#### WORK TASK
Show every line of the data where the word "stream" can be found.
(Beginning of AVAILABLE DATA)
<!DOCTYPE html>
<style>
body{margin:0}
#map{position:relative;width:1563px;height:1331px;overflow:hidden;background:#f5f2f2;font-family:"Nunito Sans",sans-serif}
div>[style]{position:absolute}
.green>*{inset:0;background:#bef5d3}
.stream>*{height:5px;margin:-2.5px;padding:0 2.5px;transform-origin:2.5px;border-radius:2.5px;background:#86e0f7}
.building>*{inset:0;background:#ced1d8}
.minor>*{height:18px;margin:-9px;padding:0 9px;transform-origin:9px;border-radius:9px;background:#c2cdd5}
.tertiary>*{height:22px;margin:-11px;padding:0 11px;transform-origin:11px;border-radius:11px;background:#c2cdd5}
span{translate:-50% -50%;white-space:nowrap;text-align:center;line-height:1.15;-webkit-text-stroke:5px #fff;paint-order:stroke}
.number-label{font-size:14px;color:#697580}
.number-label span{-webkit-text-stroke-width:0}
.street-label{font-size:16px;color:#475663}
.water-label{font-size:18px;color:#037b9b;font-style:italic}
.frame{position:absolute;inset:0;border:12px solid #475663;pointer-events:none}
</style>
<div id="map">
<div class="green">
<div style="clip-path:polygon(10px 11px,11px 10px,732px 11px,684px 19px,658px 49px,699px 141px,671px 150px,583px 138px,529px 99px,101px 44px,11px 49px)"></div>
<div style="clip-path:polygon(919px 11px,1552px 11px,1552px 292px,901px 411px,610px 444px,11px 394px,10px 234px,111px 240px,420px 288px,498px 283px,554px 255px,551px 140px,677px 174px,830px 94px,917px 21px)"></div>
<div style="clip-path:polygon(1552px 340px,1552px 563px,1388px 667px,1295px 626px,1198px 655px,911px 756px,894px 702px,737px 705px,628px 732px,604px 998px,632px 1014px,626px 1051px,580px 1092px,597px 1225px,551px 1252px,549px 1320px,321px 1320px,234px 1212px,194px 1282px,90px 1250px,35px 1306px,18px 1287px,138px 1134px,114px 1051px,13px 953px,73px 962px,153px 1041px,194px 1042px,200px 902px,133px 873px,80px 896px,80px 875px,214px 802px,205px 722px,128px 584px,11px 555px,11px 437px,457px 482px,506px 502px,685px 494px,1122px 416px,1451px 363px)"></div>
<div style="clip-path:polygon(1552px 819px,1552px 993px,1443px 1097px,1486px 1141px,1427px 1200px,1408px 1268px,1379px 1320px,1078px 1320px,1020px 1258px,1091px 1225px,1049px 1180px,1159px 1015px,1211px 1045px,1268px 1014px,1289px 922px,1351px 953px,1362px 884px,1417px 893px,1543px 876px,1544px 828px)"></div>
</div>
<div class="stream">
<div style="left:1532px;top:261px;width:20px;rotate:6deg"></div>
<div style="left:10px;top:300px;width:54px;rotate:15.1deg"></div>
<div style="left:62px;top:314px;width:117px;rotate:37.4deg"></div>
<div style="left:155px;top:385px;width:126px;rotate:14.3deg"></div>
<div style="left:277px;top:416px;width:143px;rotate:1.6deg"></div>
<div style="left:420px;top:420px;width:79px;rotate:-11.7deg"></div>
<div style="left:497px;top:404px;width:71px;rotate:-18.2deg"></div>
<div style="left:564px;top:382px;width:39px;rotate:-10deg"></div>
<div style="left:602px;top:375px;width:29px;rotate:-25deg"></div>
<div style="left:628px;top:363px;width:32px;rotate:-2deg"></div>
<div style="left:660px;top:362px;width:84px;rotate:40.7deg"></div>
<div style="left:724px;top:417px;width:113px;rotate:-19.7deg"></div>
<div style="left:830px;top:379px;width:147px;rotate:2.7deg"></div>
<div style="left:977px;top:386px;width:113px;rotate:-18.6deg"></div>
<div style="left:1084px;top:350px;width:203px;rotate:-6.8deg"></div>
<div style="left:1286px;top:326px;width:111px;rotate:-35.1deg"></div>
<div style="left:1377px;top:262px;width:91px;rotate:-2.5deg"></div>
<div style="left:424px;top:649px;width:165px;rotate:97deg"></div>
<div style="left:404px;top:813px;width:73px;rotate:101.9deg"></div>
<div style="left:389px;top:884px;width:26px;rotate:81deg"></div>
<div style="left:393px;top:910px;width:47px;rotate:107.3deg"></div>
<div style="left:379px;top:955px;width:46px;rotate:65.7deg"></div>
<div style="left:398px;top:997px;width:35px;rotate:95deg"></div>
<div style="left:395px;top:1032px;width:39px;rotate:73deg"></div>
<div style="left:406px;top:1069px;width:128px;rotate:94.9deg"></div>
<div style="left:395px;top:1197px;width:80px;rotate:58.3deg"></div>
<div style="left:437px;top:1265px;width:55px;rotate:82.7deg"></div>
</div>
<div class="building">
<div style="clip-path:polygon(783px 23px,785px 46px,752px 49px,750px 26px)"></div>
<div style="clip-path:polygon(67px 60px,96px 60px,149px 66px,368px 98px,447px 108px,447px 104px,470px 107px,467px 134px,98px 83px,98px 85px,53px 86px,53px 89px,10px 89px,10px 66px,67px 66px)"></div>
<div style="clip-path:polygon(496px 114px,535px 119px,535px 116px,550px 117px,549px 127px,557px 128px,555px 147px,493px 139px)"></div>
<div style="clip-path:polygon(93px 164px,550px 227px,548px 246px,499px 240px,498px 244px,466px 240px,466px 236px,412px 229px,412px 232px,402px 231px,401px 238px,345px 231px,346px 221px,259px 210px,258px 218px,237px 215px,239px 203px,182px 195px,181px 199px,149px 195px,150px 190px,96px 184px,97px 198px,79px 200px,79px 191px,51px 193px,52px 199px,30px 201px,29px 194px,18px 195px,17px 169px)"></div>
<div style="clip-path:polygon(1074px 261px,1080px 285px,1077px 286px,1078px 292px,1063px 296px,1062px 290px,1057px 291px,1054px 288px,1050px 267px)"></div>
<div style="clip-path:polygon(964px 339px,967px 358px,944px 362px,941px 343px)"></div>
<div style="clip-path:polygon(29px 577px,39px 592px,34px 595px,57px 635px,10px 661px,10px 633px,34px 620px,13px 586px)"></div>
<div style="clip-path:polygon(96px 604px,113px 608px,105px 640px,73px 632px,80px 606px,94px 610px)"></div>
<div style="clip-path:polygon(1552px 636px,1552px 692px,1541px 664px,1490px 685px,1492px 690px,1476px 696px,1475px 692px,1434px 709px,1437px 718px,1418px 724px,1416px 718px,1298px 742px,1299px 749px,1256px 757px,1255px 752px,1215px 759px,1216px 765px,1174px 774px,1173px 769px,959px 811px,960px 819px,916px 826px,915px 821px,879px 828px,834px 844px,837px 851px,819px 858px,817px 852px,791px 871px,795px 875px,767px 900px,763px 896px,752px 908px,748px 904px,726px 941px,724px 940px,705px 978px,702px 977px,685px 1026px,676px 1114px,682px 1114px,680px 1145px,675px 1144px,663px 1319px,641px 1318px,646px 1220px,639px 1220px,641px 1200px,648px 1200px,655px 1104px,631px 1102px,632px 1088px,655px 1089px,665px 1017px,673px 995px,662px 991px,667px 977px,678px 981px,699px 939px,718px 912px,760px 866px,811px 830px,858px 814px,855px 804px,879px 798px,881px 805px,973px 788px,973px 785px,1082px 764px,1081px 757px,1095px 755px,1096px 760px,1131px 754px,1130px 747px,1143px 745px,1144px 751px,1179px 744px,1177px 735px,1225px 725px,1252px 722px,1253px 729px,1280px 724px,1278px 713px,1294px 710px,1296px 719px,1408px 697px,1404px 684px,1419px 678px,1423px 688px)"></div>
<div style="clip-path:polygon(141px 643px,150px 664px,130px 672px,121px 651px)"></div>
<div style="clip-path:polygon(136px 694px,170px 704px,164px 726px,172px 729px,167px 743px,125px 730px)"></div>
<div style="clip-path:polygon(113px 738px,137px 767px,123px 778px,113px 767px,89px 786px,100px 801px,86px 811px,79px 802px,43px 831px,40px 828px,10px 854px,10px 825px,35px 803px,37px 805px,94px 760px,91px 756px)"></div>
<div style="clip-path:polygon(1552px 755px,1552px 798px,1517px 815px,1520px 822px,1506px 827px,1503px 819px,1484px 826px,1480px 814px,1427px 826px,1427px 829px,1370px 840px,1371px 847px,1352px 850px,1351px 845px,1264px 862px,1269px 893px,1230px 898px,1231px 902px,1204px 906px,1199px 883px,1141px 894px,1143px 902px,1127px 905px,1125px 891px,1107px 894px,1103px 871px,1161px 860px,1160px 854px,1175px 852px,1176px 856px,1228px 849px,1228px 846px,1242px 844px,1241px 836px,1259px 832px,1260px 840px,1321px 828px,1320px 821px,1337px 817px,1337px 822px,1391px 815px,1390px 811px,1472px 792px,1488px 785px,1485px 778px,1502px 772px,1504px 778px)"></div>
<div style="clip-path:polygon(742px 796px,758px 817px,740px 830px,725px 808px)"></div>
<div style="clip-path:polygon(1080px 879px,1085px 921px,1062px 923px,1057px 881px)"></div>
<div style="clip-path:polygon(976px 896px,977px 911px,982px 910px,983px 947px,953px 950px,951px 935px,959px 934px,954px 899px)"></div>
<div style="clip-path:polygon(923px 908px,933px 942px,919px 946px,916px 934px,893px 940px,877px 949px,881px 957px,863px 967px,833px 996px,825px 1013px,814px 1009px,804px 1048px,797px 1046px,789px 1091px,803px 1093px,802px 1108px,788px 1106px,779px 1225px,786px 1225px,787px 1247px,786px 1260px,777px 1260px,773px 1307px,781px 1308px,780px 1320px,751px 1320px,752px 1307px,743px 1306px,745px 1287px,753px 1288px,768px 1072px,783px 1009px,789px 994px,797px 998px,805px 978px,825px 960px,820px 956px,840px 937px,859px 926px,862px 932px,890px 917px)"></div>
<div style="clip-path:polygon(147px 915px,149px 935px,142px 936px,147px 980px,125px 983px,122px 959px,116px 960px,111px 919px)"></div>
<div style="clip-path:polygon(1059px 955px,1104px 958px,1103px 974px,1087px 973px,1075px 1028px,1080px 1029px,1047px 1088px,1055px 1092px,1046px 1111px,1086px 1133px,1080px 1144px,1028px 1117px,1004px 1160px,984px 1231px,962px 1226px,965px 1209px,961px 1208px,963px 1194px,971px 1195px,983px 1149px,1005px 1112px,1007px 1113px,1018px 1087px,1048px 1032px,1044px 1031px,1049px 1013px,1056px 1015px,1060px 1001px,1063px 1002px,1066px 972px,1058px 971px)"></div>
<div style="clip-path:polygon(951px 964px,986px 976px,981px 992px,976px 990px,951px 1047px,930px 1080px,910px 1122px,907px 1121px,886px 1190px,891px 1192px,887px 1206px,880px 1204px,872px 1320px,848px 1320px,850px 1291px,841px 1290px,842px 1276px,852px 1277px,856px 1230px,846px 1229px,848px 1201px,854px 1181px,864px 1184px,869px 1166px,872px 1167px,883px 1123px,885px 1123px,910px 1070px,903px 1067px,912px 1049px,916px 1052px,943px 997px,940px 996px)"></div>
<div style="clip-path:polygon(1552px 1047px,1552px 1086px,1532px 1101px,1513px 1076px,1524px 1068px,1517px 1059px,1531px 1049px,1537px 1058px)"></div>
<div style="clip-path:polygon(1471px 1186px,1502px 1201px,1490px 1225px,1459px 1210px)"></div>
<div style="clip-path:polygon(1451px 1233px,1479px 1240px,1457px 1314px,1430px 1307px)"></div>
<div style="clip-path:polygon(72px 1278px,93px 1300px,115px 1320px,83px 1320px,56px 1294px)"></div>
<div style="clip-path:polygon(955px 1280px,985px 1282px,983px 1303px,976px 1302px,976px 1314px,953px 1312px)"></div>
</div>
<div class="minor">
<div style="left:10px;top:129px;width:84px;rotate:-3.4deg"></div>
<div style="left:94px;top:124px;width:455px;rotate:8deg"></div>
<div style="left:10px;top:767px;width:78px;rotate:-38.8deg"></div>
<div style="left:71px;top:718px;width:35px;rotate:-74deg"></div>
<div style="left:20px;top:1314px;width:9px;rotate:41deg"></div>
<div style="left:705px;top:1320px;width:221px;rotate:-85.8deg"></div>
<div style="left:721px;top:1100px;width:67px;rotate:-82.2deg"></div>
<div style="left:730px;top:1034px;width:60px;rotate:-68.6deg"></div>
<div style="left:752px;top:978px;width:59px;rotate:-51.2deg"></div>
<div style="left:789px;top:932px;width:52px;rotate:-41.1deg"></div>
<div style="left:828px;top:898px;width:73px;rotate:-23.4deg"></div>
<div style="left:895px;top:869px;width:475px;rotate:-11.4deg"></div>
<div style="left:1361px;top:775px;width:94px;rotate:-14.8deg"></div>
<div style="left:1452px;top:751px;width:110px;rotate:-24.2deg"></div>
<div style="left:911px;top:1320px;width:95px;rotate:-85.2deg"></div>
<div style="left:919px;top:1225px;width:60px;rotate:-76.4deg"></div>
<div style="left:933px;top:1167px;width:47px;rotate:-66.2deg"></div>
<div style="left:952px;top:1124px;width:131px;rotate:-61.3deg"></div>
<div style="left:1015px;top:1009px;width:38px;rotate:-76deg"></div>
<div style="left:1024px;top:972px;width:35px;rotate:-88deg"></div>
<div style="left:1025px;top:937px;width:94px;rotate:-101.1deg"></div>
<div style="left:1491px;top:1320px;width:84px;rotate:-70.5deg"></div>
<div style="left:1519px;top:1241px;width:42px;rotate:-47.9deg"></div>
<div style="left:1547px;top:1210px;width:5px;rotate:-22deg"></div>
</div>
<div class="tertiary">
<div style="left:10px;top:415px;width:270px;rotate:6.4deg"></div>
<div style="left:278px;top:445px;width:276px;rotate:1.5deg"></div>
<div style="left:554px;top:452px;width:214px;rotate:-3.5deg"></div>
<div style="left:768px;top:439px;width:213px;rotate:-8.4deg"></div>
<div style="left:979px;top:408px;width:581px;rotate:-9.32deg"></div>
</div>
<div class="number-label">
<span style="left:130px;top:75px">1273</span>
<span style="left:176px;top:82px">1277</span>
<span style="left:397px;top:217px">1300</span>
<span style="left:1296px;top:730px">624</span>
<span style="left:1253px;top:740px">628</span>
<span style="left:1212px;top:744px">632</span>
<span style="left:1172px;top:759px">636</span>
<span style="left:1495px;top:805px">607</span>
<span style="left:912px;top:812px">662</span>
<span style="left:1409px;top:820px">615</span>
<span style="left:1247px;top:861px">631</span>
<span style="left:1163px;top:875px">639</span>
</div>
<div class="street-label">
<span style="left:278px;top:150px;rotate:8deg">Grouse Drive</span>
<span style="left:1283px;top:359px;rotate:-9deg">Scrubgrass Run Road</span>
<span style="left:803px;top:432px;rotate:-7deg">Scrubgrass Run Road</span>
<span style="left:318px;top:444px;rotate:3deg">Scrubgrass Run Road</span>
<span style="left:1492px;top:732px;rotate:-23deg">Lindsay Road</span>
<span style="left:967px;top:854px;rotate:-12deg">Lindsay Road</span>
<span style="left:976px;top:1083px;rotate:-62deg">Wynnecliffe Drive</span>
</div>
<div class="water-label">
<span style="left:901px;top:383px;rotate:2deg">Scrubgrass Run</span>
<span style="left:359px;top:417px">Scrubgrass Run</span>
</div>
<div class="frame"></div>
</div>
(End of AVAILABLE DATA)
#### EXERCISE OUTPUT
.stream>*{height:5px;margin:-2.5px;padding:0 2.5px;transform-origin:2.5px;border-radius:2.5px;background:#86e0f7}
<div class="stream">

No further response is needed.